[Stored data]

----

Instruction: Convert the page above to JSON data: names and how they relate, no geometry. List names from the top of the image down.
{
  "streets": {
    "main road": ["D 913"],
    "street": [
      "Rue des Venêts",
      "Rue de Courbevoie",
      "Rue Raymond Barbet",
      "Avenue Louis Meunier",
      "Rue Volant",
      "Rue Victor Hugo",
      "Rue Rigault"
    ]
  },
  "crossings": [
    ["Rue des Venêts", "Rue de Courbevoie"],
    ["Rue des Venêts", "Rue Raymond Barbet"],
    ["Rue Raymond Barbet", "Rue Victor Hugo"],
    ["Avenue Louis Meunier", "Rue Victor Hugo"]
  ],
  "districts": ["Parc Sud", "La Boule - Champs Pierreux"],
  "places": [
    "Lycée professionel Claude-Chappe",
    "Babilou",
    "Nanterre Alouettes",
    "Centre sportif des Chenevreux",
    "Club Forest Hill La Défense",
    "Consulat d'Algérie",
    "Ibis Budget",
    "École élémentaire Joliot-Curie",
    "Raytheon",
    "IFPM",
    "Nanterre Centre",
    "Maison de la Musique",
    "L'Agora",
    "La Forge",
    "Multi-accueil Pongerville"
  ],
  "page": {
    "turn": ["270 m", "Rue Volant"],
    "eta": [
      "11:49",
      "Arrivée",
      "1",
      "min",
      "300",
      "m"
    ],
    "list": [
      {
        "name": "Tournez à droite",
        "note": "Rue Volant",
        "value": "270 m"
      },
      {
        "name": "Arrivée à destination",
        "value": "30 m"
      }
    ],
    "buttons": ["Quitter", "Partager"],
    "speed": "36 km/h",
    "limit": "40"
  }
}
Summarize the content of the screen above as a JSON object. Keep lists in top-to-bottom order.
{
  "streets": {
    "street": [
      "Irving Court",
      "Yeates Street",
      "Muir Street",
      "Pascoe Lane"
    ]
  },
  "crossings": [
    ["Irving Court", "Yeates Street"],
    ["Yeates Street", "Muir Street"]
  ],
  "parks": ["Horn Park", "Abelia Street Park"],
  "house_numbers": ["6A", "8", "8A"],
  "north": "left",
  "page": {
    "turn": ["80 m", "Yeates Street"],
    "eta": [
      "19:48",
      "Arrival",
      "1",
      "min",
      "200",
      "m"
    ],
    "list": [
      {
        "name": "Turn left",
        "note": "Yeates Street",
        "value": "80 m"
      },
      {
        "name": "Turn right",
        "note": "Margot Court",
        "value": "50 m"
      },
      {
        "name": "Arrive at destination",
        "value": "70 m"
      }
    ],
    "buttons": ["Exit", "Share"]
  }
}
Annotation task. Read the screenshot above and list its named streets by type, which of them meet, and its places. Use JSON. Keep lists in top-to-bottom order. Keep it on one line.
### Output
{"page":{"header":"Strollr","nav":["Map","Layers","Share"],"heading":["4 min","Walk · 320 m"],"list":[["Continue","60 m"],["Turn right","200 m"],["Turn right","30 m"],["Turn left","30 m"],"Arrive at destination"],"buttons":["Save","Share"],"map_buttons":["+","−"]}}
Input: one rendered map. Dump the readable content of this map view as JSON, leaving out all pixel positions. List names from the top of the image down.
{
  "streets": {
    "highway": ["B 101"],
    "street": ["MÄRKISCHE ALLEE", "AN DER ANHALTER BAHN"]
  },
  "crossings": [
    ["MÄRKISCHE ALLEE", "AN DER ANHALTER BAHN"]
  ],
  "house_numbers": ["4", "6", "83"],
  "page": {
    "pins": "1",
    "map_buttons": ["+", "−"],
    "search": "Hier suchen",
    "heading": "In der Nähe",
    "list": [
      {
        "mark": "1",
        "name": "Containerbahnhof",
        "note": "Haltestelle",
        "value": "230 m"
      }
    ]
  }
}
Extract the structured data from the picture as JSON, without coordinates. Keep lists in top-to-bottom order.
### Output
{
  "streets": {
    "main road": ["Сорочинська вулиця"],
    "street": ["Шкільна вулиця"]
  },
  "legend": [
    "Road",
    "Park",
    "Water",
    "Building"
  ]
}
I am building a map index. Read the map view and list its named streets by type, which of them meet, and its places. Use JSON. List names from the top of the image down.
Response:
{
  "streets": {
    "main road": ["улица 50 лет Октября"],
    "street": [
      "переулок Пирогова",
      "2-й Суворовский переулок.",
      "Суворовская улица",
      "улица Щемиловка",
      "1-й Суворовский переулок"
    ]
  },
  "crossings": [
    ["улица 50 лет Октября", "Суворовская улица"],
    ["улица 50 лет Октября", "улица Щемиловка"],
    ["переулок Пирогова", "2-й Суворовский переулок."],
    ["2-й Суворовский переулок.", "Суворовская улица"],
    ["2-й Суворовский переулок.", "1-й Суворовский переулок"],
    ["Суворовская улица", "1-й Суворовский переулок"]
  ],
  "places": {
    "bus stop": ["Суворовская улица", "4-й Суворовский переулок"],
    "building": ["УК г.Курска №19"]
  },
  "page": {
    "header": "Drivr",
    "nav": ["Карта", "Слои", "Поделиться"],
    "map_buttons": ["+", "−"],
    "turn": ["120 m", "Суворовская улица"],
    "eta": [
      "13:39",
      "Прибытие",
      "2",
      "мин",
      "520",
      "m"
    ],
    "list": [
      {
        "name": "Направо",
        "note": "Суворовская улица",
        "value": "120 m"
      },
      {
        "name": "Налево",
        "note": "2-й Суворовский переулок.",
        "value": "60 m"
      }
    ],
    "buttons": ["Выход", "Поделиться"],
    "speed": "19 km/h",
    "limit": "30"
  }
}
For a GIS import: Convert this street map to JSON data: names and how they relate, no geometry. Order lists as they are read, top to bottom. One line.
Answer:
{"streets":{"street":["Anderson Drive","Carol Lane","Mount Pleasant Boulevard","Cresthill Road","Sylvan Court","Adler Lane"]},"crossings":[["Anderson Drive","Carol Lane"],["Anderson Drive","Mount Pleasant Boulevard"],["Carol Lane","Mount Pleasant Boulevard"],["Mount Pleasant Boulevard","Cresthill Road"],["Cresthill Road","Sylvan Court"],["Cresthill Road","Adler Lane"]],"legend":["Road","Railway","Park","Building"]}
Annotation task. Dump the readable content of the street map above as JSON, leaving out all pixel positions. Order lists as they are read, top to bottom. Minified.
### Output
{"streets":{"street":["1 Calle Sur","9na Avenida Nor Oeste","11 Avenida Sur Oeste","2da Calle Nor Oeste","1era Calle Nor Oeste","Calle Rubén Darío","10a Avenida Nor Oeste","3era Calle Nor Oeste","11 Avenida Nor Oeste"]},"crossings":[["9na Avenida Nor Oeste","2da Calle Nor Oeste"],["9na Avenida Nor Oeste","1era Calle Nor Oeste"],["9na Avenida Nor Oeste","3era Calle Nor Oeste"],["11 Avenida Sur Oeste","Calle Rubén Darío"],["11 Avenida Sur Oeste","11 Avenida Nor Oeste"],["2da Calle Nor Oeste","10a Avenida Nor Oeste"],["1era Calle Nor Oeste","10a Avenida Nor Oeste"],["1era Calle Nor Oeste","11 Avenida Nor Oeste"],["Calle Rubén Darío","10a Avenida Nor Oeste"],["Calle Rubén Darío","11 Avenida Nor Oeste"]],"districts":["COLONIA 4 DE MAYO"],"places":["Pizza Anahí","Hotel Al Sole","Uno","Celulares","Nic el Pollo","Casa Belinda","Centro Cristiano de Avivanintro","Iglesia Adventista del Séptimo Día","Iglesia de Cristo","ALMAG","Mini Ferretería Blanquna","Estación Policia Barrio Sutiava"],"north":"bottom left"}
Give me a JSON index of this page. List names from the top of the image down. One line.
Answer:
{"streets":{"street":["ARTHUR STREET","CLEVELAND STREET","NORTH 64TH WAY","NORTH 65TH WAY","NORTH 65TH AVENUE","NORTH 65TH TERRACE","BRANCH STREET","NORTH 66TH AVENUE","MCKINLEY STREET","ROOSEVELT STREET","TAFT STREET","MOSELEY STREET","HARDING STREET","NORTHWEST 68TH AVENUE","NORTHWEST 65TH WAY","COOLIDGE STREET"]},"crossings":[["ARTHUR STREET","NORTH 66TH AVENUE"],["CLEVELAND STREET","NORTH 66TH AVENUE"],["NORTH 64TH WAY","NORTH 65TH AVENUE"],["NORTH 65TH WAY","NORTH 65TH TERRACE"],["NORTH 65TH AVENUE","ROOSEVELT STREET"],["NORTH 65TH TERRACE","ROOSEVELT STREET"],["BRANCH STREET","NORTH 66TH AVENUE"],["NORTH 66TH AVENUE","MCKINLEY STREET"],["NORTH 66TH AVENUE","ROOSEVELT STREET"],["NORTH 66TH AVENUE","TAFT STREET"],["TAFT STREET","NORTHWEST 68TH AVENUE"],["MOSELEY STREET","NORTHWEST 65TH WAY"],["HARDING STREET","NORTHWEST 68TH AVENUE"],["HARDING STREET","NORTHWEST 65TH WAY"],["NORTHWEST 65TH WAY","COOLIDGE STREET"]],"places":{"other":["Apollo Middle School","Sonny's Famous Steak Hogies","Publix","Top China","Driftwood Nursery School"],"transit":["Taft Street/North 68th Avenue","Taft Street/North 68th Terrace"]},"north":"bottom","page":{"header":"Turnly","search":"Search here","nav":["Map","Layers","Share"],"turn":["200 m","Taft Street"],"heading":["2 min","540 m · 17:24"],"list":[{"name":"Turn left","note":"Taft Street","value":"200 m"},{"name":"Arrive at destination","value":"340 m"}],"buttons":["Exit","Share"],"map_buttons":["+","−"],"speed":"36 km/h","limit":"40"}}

----

What you give back should be exactly the lines of the data above from the line with "Extract the structured" through the line with "I am building", both of those included, and nothing more.

▶ _Answer below_:
Extract the structured data from the picture as JSON, without coordinates. Keep lists in top-to-bottom order.
### Output
{
  "streets": {
    "main road": ["Сорочинська вулиця"],
    "street": ["Шкільна вулиця"]
  },
  "legend": [
    "Road",
    "Park",
    "Water",
    "Building"
  ]
}
I am building a map index. Read the map view and list its named streets by type, which of them meet, and its places. Use JSON. List names from the top of the image down.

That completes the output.